NKCC-1 mediated Cl− uptake in immature CA3 pyramidal neurons is sufficient to compensate phasic GABAergic inputs

Activation of GABA A receptors causes in immature neurons a functionally relevant decrease in the intracellular Cl − concentration ([Cl − ] i ), a process termed ionic plasticity. Amount and duration of ionic plasticity depends on kinetic properties of [Cl − ] i homeostasis. In order to characterize the capacity of Cl − accumulation and to quantify the effect of persistent GABAergic activity on [Cl − ] i , we performed gramicidin-perforated patch-clamp recordings from CA3 pyramidal neurons of immature (postnatal day 4–7) rat hippocampal slices. These experiments revealed that inhibition of NKCC1 decreased [Cl − ] i toward passive distribution with a time constant of 381 s. In contrast, active Cl − accumulation occurred with a time constant of 155 s, corresponding to a rate of 15.4 µM/s.

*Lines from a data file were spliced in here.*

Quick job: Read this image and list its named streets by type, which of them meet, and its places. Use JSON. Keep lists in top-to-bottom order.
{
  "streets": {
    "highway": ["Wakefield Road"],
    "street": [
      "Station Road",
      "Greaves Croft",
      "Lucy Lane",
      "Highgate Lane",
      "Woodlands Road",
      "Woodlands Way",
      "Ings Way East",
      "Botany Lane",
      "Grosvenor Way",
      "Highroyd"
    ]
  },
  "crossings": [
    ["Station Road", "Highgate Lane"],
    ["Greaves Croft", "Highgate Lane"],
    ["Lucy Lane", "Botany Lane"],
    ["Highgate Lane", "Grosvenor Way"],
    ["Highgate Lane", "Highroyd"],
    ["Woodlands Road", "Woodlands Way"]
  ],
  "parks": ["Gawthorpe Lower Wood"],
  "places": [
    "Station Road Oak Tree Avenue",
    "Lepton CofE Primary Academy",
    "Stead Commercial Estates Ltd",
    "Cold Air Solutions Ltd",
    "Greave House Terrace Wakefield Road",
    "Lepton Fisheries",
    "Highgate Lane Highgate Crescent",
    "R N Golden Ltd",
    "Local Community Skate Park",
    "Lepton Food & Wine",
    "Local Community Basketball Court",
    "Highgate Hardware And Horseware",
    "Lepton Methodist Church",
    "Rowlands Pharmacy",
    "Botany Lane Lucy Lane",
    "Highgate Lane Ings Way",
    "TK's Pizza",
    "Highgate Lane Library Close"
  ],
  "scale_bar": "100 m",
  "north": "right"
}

Inhibition of phasic GABAergic activity had no significant effect on steady state [Cl − ] i . Inhibition of tonic GABAergic currents induced a significant [Cl − ] i increase by 1.6 mM, while activation of tonic extrasynaptic GABA A receptors with THIP significantly reduced [Cl − ] i. . Simulations of neuronal [Cl − ] i homeostasis supported the observation, that basal levels of synaptic GABAergic activation do not affect [Cl − ] i . In summary, these results indicate that active Cl − -uptake in immature hippocampal neurons is sufficient to maintain stable [Cl − ] i at basal levels of phasic and to some extent also to compensate tonic GABAergic activity.